(Stored items)
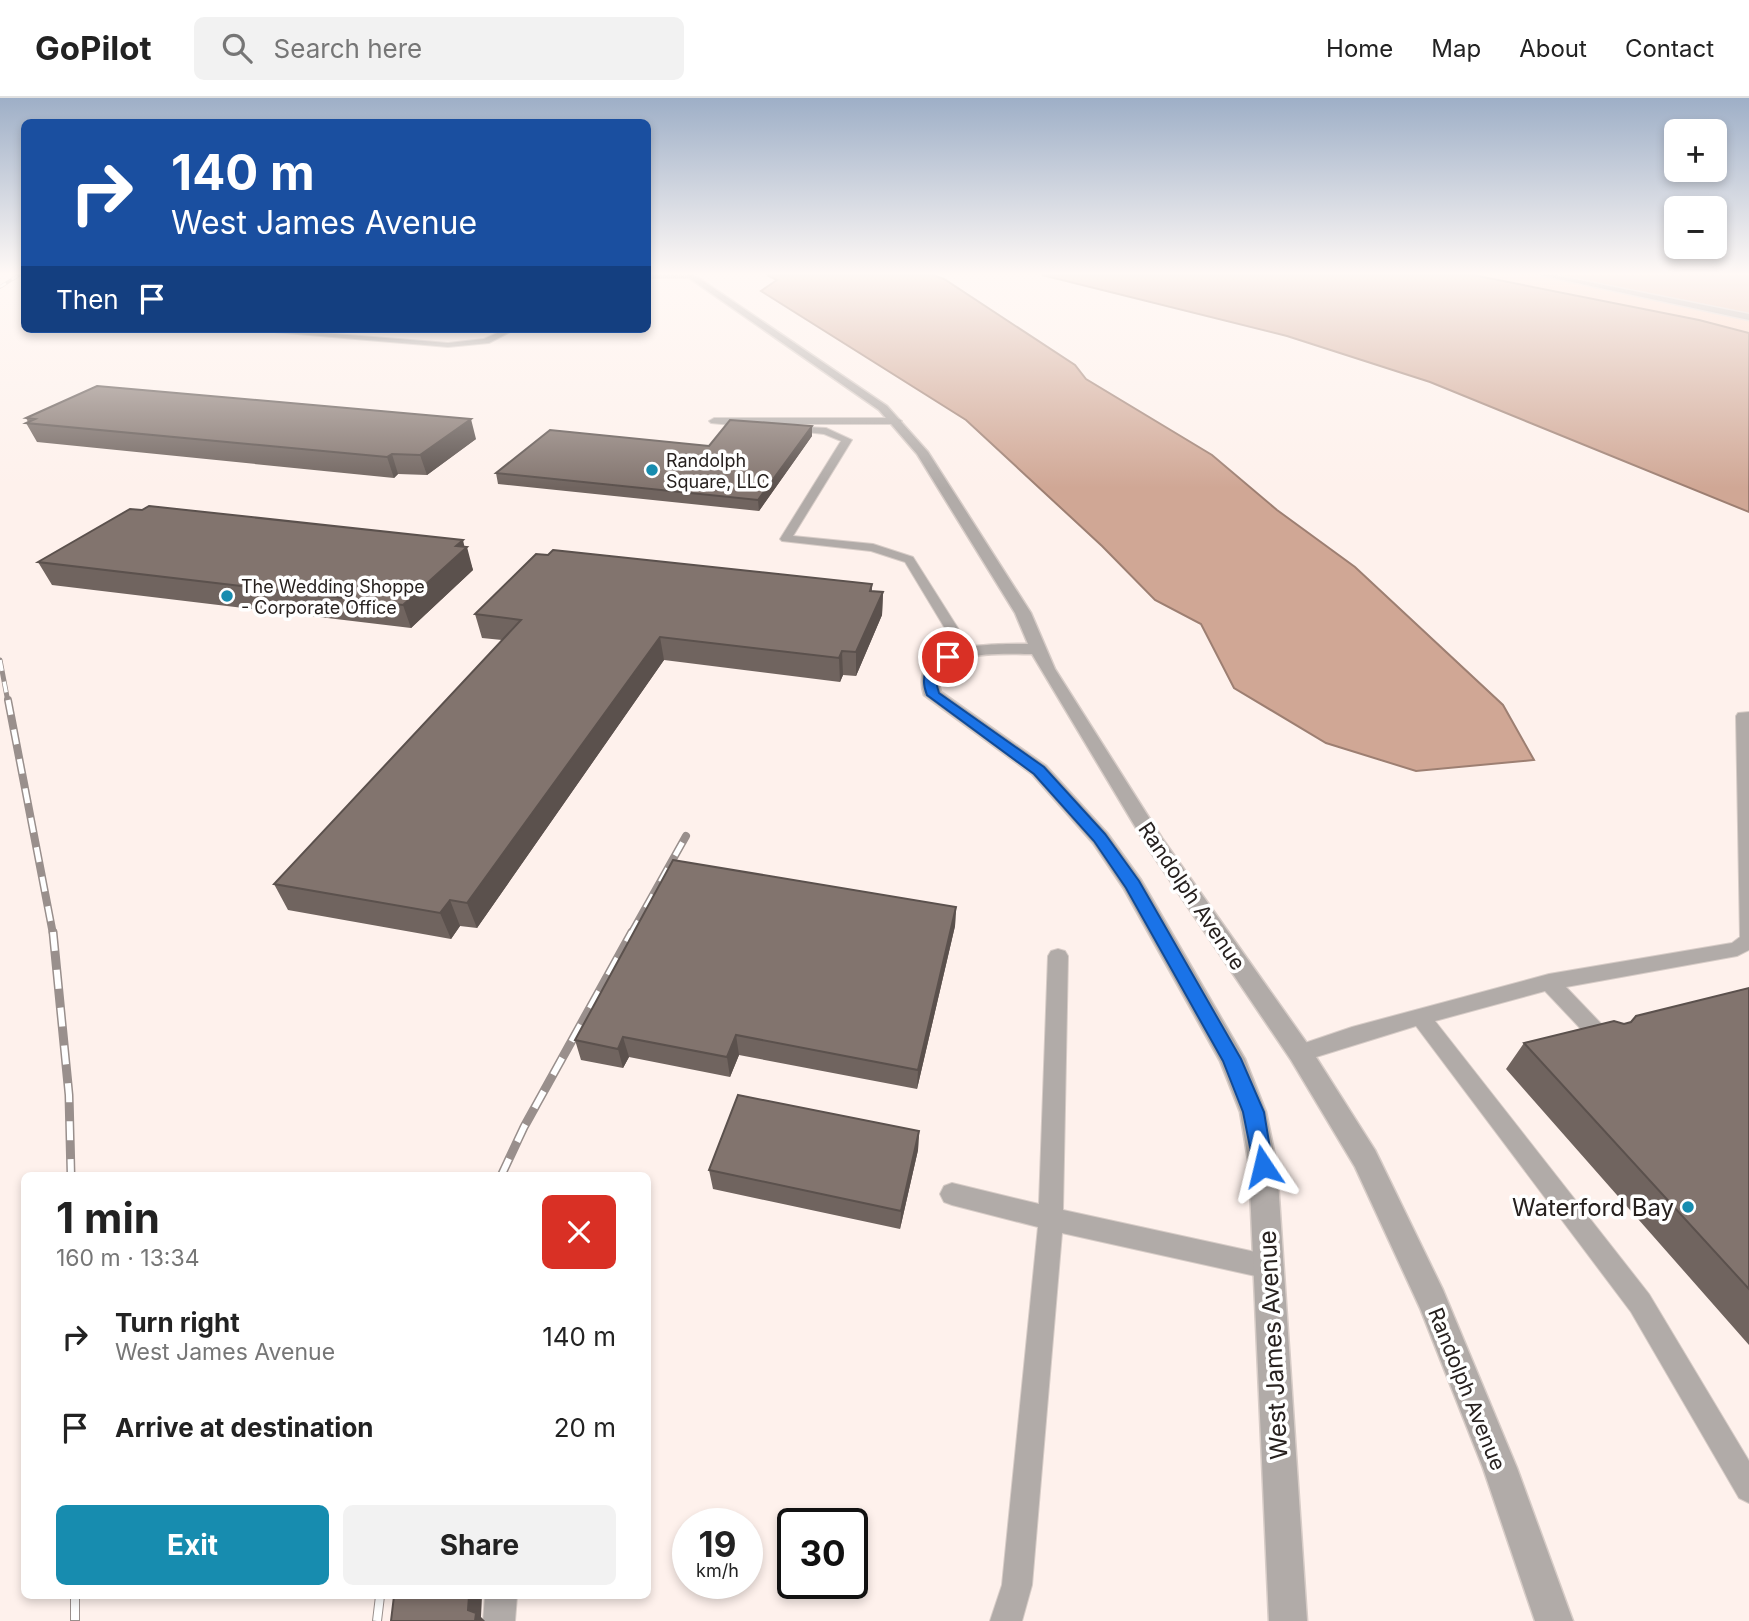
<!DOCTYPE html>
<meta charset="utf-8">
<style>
:root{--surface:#fff;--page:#f2f2f2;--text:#222;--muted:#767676;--line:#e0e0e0;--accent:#178caf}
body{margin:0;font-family:Inter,sans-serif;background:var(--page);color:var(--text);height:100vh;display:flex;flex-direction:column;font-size:26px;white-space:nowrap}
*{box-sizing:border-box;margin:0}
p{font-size:23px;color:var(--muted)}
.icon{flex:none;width:38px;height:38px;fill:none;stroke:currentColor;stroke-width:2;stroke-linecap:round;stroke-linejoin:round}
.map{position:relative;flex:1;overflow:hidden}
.panel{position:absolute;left:21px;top:1074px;width:630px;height:427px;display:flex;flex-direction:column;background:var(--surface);border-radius:10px;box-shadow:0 4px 10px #0003}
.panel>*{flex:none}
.guide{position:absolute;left:21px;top:21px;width:630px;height:214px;border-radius:10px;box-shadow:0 4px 10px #0003;background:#1a4fa0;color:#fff;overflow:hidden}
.buttons{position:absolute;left:1664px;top:21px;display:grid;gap:14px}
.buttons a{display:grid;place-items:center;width:63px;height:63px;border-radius:10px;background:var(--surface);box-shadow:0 4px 10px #0003;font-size:35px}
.speed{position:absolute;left:672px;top:1410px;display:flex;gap:14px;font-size:35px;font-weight:700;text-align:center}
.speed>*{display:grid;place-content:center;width:91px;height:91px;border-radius:50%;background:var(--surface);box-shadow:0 4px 10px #0003;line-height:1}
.speed small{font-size:18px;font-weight:400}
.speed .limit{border:4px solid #111;border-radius:10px;background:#fff;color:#111}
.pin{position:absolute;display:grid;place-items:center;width:60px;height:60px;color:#fff;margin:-30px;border:4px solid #fff;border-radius:50%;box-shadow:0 2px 7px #0007}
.me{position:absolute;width:77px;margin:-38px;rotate:350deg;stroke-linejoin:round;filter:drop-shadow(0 0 5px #0008)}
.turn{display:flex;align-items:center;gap:24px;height:147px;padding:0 35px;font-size:32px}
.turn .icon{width:91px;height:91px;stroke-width:2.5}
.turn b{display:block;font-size:49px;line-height:60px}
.then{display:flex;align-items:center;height:66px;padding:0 35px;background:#0003;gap:14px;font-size:26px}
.round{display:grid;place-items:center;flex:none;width:74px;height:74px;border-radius:10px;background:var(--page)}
.summary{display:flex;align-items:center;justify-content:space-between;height:119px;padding:0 35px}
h1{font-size:42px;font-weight:700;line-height:52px}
.primary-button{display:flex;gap:14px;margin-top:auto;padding:14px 35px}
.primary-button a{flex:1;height:80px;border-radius:10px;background:var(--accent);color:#fff;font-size:28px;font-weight:700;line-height:80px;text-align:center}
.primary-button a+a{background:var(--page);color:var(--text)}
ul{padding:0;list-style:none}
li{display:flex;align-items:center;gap:21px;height:91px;padding:0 35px}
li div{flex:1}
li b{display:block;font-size:26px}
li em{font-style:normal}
header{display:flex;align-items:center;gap:42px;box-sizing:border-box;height:98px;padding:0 35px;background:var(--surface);border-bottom:2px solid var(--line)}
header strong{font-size:33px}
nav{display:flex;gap:38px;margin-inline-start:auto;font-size:24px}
.search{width:490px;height:63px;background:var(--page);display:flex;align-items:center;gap:18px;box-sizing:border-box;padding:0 24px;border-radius:10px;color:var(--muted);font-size:26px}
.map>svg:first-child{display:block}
</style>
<header>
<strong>GoPilot</strong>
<div class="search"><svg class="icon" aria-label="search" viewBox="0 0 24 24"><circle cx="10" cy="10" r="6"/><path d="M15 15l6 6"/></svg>Search here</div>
<nav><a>Home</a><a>Map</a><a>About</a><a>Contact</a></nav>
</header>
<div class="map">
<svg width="1749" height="1523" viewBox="0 0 1749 1523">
<rect width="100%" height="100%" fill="#fef1ec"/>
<!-- green -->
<path fill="#f9cfbc" d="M1473,177H1749V235L1699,222Z"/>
<!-- forest -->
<path fill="#e1b7a5" d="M1545,177H1749V218Z"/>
<!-- water -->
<path fill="#d0a795" stroke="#9d7f72" stroke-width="2" d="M767,177H933L944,181L1075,267L1086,281L1212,357L1277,412L1355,469L1503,607L1534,662L1416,673L1326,645L1234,590L1201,526L1155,502L1102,448L966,322L761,193L777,182Z
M1042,177H1473L1699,222L1749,235V414L1430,284L1287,238Z"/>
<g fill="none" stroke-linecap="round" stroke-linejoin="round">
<defs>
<path id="service" d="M648,177L694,178L697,180H648Z
M239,231H273L448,245L484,241L506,231H516L489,245L448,249Z
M714,320H897L902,323L897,326H757L752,329L711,325L709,323Z
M788,328L826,330L852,342L793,438L873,446L913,459L973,554L971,557H961L905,464L871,453L782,443L780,441L841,343L824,336L788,332Z
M1749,614V852L1737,858L1566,889L1610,935L1613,941L1610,947L1603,949L1596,947L1545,893L1435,923L1649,1196L1749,1363V1405L1739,1400L1631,1214L1416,928L1300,964L1293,961L1289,955L1293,949L1352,929L1549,876L1732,845L1740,839L1736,618L1738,615Z
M1058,851L1065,853L1068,858L1063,1112L1269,1157L1278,1160L1281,1169L1278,1178L1269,1181L1062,1135L1032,1487L1022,1523H990L1002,1487L1038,1129L952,1107L944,1104L940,1096L944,1088L952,1085L1039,1106L1048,858L1051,853Z
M485,1498H517L515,1523H483Z"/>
<path id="minor" d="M685,177H694L887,308L928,354L1031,515L1055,571L1162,740L1309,948L1375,1052L1443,1192L1517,1370L1573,1523H1535L1483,1370L1420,1210L1355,1069L1291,962L1148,750L1032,556C1006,556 926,550 941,594L1046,668L1107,735L1141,782L1245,961L1266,1014L1277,1068L1307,1523H1269L1249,1068L1240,1014L1220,963L1124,791L1093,745L1032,676L924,597C907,543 995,546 1028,546L1015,515L917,356L879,312Z"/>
<path id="tertiary" d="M1540,177H1554L1749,216V222Z"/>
</defs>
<!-- service casing -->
<use href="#service" stroke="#d7ccc7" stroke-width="2"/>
<!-- minor casing -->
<use href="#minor" stroke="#d7ccc7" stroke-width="3"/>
<!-- tertiary casing -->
<use href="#tertiary" stroke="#d7ccc7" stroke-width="3"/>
<!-- service -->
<use href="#service" fill="#b1aba8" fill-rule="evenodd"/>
<!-- minor -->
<use href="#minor" fill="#b1aba8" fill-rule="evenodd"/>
<!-- tertiary -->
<use href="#tertiary" fill="#b1aba8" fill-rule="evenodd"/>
<defs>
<path id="rail-far4" d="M0,189L19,177"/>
<path id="rail-far3" d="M0,562L8,604"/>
<path id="rail-far2" d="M8,602L53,836
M631,836L686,738"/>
<path id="rail-far1" d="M53,834L69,997L71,1078
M501,1078L524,1029L632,834"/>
<path id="rail" d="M75,1498V1523
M377,1523L380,1498"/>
</defs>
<!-- rail-far4 casing -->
<use href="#rail-far4" stroke="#998f8c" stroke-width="3.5"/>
<!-- rail-far3 casing -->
<use href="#rail-far3" stroke="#998f8c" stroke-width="5"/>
<!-- rail-far2 casing -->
<use href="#rail-far2" stroke="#998f8c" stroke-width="8"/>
<!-- rail-far1 casing -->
<use href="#rail-far1" stroke="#998f8c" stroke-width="9"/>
<!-- rail casing -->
<use href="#rail" stroke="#998f8c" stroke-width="10"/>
<!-- rail-far4 -->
<use href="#rail-far4" stroke="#fff" stroke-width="2.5" stroke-dasharray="7" stroke-linecap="butt"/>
<!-- rail-far3 -->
<use href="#rail-far3" stroke="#fff" stroke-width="3.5" stroke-dasharray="11" stroke-linecap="butt"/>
<!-- rail-far2 -->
<use href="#rail-far2" stroke="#fff" stroke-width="5" stroke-dasharray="15" stroke-linecap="butt"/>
<!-- rail-far1 -->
<use href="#rail-far1" stroke="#fff" stroke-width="6" stroke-dasharray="19" stroke-linecap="butt"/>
<!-- rail -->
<use href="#rail" stroke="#fff" stroke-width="8" stroke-dasharray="24" stroke-linecap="butt"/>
</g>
<!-- wall -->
<path fill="#70645f" d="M26,320L476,341L427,377L398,376L394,380L37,344L26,325L28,324Z
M812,328V338L759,413L498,386L496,375L709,348Z
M465,449L473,472L411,530L52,487L38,464Z
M872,486V493L883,494L882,517L856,578L843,577L840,584L664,562L477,830L460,828L451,841L288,812L274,786L502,542L482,540L475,516Z
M956,809L955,828L917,991L739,957L730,979L629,959L623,970L581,962L575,942Z
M1749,890V1247L1506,971L1524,945L1624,926L1630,924L1636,918Z
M919,1033L918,1052L900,1131L713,1091L709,1072Z"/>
<!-- shaded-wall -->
<path fill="#5b514d" d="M471,321L476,341L427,377L420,357Z
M812,328V338L759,413L758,402Z
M392,356L398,376L394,380L387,359Z
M463,442L465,451L467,449L473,472L411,530L403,507L456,448Z
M883,494L882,517L856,578V554Z
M660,539L664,562L477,830L467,805Z
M842,553L843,577L840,584L839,560Z
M450,802L460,828L451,841L440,815Z
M956,809L955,828L917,991L918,972Z
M736,937L739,957L730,979L727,959Z
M623,939L629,959L623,970L618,951Z
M919,1033L918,1052L900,1131L901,1113Z
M469,1498H482L481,1519L485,1523H475L468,1512Z"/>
<!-- building -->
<path fill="#82746e" stroke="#5b514d" stroke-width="2" d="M97,288L471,321L420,357L392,356L387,359L26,325L35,321L26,320Z
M730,322L812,328L758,402L496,375L550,332L709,348Z
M149,408L463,442L456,448L467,449L403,507L38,464L130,411L142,412Z
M553,452L872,486L870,493L883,494L856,554L842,553L839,560L660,539L467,805L450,802L440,815L274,786L521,522L475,516L536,456L548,457Z
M673,762L956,809L918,972L736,937L727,959L623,939L618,951L575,942Z
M1749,890V1191L1524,945L1614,923L1624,926L1631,924L1636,918Z
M738,997L919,1033L901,1113L709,1072Z
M394,1498H469L468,1512L476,1515L475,1523H391Z"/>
<!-- sky -->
<linearGradient id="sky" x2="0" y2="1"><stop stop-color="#9eafc7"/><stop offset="0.45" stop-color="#fff9f6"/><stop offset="1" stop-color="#fff9f6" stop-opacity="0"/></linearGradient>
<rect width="1749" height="390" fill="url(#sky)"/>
<!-- route -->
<path fill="#1a73e8" stroke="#114b97" stroke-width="2" d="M943,556L954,559C942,572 932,576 939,595L1044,669L1105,736L1139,783L1241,961L1264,1014L1273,1068L1270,1074L1263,1077L1255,1074L1243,1014L1223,963L1126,790L1094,743L1034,676L927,597C919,577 927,568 943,556Z"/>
<!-- markers -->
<g fill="#178caf" stroke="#fff" stroke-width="2.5">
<circle cx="652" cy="372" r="7"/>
<circle cx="227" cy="498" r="7"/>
<circle cx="1688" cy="1109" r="7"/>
</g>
<g text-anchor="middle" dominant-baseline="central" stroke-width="7" stroke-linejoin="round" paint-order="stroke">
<!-- far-poi labels -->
<g font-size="18" fill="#27211f" stroke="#fff" text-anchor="start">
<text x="666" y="362">Randolph<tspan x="666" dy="21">Square, LLC</tspan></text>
<text x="241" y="488">The Wedding Shoppe<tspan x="241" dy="21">- Corporate Office</tspan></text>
</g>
<!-- street labels -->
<g font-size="21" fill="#27211f" stroke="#fff">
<text transform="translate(1192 798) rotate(56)">Randolph Avenue</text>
<text transform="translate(1467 1291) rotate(68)">Randolph Avenue</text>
</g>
<!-- near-poi labels -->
<g font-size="24" fill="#27211f" stroke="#fff" text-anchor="end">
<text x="1674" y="1109">Waterford Bay</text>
</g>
<!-- near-street labels -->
<g font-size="24" fill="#27211f" stroke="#fff">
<text transform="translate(1273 1247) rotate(-93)">West James Avenue</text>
</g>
</g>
</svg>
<div class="buttons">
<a>+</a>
<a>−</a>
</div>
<div class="speed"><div>19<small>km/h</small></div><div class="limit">30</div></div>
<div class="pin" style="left:948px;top:559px;background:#d93025"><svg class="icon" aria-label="arrive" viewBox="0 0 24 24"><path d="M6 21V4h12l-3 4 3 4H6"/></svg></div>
<svg class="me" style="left:1263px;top:1068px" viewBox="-20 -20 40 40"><path d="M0-17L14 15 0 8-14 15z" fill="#1a73e8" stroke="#fff" stroke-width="4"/></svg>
<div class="guide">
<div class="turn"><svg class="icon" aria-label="right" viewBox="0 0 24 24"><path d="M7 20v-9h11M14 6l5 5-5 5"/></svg><div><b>140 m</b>West James Avenue</div></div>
<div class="then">Then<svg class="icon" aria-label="arrive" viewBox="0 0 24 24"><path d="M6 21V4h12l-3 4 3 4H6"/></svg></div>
</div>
<section class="panel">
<div class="summary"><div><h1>1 min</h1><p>160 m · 13:34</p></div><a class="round" style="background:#d93025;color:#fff"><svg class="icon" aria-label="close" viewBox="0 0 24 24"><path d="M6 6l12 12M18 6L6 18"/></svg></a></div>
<ul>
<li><svg class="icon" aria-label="right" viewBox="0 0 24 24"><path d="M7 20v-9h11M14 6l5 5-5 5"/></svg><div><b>Turn right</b><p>West James Avenue</p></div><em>140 m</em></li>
<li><svg class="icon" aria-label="arrive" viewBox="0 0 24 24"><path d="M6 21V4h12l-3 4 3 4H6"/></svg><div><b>Arrive at destination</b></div><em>20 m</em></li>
</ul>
<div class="primary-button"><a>Exit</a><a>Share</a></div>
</section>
</div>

• Task prompt:
Each line holding the word "position" must be copied from the data.

• Exercise output:
.map{position:relative;flex:1;overflow:hidden}
.panel{position:absolute;left:21px;top:1074px;width:630px;height:427px;display:flex;flex-direction:column;background:var(--surface);border-radius:10px;box-shadow:0 4px 10px #0003}
.guide{position:absolute;left:21px;top:21px;width:630px;height:214px;border-radius:10px;box-shadow:0 4px 10px #0003;background:#1a4fa0;color:#fff;overflow:hidden}
.buttons{position:absolute;left:1664px;top:21px;display:grid;gap:14px}
.speed{position:absolute;left:672px;top:1410px;display:flex;gap:14px;font-size:35px;font-weight:700;text-align:center}
.pin{position:absolute;display:grid;place-items:center;width:60px;height:60px;color:#fff;margin:-30px;border:4px solid #fff;border-radius:50%;box-shadow:0 2px 7px #0007}
.me{position:absolute;width:77px;margin:-38px;rotate:350deg;stroke-linejoin:round;filter:drop-shadow(0 0 5px #0008)}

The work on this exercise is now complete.